26 febrero, 2010

Evolución - Involución


Aunque en oraciones muchas veces le encomendé a Dios que se llevara a mis abuelas para evitarles el sufrimiento de las distintas molestias que la edad le ha regalado a cada una, las he encontrado muy vivas a las dos, aunque más pequeñas y delgadas, cargan con fortaleza el dolor de los últimos meses.

Mi abuela Cecilia salta de un tema a otro en la misma frase y yo trato de descifrar sin éxito qué hace que su cerebro la haga hablar de mi abuelo Alfonso y de su padre como si fueran la misma persona mientras que a mi abuela Helena, la seguridad de estar perdiendo la razón la tiene sumida en una profunda tristeza, que se suma a esa leve melancolía que la acompaña desde que la conozco.
Amargada por la forma como su mente la engaña y a merced de un insomnio que la tuvo caminando por varias noches como un alma en pena, esquivó milagrosamente peligros hasta el día en que intentó eliminar su pesadumbre saltando de para atrás en una escalera, como si pudiera secar de un golpe el mar de malos recuerdos que a veces inunda su memoria, oscuras historias a las que su repentino olvido ya les habrá echado mucha tierra encima, pero que en su locura reaparecen como muertos vivientes que la despiertan en las noches.

Toronto es la capital de Canadá, Shani es la perrita de Moran, Libardo es el doctor amigo de su papá, Hugo Chavez Frías es el presidente de Venezuela. Repite mi abuelita Helena de vez en cuando y después de unas horas, encuentro las mismas palabras y frases en una libreta, en el mantel de su mesa de dormir y escritas en las paredes. Esas líneas de tinta son parte fundamental del cerebro de mi abuelita, se conectan invisiblemente con las pocas neuronas que le quedan porque en la tela, el papel y el cemento está guardada parte de su memoria.

La vejez se apodera agresivamente de todo lo que alguna vez fueron sus vidas. Veo como han perdido todo lo que alguna vez he querido acumular, desde cosas materiales hasta lo que pensé que nadie me podría quitar, los recuerdos y experiencias de viajes, pero ni siquiera eso nos dejará conservar la vejez. Entre todas las cosas que pasan por mi cabeza pienso en lo tonto que fui al pensar que lo comido, lo viajado y lo vivido no nos lo quita nadie, como si se pudiera ignorar a ese ladrón profesional de la vejez.

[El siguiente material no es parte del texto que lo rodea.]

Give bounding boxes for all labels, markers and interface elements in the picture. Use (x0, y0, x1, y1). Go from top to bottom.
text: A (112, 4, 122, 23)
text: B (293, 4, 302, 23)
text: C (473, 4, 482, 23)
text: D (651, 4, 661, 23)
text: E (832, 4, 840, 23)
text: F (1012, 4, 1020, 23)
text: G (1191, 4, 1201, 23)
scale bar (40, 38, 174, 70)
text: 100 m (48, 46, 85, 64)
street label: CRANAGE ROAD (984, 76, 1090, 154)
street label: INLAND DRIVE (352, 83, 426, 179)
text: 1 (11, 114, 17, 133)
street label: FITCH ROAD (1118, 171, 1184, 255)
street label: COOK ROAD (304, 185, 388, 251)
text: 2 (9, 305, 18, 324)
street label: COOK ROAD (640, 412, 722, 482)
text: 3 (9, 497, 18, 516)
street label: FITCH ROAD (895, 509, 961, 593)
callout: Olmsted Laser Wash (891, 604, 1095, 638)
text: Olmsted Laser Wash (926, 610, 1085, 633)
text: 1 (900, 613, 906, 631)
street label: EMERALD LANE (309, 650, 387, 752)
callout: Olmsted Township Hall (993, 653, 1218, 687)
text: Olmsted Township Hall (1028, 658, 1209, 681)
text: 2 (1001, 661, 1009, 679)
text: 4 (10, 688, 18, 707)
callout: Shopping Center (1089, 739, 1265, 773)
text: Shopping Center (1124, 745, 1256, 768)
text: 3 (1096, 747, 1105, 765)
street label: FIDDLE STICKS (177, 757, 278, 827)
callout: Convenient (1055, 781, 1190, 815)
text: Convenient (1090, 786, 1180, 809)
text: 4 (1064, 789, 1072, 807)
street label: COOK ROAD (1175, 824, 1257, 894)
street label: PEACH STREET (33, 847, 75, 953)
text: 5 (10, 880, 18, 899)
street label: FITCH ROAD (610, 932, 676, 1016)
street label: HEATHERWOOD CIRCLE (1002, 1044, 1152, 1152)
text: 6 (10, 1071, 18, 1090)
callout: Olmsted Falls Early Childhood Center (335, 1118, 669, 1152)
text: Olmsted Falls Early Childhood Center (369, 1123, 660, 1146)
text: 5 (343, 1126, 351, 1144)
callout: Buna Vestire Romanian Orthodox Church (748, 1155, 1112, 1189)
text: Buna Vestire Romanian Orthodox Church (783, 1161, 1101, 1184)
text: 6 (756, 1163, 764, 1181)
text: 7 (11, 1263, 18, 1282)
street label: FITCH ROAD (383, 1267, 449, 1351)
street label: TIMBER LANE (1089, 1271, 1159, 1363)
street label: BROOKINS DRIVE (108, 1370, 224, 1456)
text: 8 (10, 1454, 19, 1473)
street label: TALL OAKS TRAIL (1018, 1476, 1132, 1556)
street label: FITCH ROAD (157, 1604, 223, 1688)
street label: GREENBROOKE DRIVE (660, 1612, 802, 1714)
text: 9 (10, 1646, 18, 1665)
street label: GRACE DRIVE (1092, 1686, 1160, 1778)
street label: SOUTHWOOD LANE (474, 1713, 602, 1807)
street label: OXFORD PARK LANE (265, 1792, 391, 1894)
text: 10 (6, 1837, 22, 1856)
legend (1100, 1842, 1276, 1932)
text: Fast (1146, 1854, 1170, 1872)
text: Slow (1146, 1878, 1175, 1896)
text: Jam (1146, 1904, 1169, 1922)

Mis abuelitas ya no pueden casi andar y necesitan de caminadores tal y como cuando tenemos un año y usamos herramientas para aprender a dar nuestros primeros pasos, ellas se ayudan para dar sus últimos. Una de ellas usa silla de ruedas y toca llevarla tal y como me llevaban mis papás en un coche de niños.
En muchas ocasiones, sobre todo cuando les han dado la droga psiquiátrica es difícil para ellas pronunciar palabra, se les escuchan balbuceos y hay que ayudarles a comer, una comida liviana y sencilla que sus cansados estómagos puedan digerir. Un día ya no podrán moverse de sus camas, y tendrán que llorar para pedir lo que les haga falta, esperar un cambio de pañal que ya han comenzado a usar desde hace algunos meses, viviendo con la profunda necesidad de un abrazo, con tantas ansias de cariño como las de un niño pequeño.

Todo parece una película en “Rewind” hasta que llegamos al momento del nacimiento, que vendrá siendo la muerte. Observando esa involución me pregunto si debemos estar tristes el día en que se vayan y trato de encontrar el resultado de una ecuación inexacta, si mi familia no estaba triste antes de que yo naciera, tampoco deberían estar tristes si yo muriera, pero las cosas nunca son tan sencillas.